• _Problem statement_
How many lines in the material contain the string "serif"? Only the number is wanted.

• _Data for analysis_
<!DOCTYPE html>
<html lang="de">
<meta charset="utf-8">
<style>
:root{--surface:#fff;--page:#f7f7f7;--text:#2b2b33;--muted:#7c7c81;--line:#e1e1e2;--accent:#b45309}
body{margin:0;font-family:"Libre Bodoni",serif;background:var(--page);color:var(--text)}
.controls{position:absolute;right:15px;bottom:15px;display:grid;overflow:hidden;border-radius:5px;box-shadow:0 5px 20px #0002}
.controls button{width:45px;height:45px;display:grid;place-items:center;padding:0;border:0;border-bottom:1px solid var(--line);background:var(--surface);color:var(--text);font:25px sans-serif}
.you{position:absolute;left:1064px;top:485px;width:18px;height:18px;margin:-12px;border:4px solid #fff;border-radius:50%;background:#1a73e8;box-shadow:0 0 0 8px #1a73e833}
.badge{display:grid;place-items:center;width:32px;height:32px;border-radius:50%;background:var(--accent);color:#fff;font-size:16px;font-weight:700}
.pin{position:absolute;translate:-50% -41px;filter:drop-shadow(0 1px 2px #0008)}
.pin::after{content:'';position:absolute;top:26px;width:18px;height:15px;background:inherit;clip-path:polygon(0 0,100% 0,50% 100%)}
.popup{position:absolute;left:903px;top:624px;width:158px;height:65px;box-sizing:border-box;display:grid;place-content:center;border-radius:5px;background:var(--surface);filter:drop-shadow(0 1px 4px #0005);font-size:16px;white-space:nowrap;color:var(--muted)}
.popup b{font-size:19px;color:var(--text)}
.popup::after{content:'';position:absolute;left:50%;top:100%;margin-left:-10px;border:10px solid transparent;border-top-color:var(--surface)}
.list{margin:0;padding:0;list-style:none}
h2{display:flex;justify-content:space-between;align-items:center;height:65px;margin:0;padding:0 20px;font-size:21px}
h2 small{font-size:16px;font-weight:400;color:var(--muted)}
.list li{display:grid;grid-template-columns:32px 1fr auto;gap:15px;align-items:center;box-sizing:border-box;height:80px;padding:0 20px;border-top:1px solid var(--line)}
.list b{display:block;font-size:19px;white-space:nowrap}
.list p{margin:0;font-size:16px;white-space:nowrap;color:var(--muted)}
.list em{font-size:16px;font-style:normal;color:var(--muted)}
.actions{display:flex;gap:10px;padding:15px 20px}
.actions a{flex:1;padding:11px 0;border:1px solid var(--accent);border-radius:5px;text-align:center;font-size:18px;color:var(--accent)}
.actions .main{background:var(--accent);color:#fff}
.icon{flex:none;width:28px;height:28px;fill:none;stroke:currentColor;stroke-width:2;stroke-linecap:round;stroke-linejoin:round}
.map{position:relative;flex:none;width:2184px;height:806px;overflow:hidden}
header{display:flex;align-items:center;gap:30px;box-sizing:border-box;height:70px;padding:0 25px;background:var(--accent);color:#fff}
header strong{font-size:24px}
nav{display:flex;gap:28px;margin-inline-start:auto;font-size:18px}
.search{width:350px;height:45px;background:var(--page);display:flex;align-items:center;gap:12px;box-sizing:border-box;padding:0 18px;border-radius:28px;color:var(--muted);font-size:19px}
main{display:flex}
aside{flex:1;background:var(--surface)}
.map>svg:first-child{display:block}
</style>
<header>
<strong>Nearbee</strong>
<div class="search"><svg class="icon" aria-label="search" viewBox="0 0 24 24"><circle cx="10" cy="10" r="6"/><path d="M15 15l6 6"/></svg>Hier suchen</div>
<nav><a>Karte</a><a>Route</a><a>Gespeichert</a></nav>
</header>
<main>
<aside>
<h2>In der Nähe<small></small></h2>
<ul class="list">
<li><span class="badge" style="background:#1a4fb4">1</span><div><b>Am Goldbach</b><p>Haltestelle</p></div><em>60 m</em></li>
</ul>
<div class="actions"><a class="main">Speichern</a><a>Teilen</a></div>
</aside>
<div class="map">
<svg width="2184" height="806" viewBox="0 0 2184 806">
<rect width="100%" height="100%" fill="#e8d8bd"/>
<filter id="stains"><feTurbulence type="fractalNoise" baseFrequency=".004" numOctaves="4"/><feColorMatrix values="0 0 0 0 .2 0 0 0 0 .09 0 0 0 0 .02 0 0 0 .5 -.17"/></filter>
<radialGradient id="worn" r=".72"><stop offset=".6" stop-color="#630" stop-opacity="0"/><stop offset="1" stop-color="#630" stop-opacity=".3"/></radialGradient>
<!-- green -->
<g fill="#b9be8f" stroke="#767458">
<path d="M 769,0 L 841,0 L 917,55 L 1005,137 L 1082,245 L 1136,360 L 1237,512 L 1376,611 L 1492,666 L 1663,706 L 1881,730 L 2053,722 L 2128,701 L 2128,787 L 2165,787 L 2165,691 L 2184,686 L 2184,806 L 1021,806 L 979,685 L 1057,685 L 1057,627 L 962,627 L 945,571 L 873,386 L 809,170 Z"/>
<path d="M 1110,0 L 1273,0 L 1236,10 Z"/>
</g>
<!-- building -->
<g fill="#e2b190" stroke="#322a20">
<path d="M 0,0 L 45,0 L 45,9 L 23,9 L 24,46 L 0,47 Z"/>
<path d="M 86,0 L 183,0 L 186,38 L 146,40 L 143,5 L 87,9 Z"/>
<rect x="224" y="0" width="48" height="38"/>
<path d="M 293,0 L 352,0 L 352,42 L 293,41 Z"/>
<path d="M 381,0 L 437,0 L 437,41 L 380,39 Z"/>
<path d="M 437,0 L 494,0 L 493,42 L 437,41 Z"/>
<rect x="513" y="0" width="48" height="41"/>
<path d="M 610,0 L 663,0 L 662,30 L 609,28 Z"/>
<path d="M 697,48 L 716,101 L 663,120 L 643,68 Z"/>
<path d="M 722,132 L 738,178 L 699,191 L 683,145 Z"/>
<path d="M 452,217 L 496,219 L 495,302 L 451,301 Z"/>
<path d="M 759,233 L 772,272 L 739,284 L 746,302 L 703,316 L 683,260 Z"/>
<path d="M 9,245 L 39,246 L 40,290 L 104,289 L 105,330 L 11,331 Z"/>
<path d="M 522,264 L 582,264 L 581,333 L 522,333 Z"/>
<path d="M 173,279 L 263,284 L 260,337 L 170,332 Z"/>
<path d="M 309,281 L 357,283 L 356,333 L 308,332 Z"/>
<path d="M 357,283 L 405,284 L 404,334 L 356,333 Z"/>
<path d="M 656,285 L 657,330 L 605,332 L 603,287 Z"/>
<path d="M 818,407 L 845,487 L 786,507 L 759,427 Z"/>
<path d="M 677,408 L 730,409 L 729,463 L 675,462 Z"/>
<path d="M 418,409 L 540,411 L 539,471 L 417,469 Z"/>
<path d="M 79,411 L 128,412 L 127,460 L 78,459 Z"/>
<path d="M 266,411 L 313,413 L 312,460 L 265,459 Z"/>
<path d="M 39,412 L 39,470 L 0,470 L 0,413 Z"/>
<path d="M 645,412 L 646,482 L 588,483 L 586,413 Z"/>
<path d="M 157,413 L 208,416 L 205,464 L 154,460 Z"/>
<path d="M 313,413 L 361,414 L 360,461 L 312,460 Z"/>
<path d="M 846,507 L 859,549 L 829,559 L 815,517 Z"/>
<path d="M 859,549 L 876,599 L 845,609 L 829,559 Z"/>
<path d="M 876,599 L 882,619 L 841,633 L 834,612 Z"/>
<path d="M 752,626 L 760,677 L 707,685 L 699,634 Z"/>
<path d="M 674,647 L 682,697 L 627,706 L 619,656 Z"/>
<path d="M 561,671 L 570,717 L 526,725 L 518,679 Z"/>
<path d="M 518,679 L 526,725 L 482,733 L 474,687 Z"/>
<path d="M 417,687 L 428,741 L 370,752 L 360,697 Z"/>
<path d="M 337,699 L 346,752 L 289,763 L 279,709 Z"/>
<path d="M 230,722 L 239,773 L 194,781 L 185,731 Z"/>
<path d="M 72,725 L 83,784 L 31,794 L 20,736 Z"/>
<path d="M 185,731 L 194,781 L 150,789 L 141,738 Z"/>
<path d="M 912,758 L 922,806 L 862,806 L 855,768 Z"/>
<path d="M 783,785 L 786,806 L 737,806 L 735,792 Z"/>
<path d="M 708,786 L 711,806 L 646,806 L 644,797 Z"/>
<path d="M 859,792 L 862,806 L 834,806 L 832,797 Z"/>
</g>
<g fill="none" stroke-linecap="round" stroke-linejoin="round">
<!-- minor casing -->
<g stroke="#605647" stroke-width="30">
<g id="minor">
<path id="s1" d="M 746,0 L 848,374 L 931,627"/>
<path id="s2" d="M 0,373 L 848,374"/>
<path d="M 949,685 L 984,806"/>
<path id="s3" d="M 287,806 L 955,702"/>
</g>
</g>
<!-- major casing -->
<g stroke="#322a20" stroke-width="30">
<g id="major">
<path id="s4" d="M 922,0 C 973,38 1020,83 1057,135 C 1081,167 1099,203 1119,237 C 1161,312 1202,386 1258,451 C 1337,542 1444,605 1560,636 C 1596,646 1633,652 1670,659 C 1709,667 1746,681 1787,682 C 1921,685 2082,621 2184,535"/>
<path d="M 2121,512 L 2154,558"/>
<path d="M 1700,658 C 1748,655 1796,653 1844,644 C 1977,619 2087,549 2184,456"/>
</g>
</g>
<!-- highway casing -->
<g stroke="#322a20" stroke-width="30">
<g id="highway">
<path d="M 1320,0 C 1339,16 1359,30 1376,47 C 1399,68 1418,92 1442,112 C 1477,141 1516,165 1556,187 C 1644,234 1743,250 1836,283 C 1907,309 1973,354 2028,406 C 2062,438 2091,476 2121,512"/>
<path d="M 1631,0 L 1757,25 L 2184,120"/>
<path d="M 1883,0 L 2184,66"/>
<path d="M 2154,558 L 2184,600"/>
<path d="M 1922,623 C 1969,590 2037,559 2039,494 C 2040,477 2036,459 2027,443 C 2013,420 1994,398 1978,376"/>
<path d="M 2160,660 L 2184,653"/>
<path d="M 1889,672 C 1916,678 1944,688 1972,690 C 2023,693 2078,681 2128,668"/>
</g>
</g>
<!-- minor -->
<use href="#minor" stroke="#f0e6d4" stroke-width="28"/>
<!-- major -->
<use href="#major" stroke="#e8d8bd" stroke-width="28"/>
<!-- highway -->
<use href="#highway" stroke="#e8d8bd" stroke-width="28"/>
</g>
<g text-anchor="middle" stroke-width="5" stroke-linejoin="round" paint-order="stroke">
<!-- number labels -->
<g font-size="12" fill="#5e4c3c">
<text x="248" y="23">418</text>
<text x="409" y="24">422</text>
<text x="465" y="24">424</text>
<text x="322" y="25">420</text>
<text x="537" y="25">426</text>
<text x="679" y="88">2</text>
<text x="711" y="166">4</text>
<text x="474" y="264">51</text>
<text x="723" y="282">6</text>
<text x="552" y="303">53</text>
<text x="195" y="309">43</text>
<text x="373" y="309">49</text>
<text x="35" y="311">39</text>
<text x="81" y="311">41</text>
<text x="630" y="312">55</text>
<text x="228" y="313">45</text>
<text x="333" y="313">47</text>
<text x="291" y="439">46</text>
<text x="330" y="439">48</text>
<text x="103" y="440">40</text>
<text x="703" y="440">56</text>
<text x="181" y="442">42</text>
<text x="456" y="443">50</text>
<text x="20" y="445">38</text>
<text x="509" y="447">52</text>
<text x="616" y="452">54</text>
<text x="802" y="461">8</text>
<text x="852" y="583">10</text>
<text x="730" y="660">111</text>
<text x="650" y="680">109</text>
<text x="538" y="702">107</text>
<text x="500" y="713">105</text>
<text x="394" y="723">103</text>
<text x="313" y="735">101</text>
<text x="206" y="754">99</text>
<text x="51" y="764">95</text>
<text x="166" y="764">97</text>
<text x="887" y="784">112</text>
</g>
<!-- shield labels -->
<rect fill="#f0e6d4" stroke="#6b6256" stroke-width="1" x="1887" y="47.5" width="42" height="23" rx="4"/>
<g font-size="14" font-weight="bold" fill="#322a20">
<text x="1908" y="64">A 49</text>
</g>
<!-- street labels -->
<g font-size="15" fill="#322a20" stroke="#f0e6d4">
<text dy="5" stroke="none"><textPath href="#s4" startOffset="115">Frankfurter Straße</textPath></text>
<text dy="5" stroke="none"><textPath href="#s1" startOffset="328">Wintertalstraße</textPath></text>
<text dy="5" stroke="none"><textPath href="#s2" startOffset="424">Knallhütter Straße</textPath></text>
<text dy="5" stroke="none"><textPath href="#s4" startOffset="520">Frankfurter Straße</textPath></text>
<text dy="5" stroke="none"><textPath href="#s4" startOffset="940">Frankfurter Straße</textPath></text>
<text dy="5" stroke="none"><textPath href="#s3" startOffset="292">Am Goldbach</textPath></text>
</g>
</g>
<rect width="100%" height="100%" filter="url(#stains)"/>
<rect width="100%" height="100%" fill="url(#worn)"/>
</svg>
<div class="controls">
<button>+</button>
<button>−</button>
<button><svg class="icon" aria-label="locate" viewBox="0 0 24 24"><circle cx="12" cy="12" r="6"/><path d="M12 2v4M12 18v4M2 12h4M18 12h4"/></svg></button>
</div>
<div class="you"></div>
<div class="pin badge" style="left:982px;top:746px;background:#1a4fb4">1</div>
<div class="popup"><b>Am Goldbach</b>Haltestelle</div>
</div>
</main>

• _Response_
2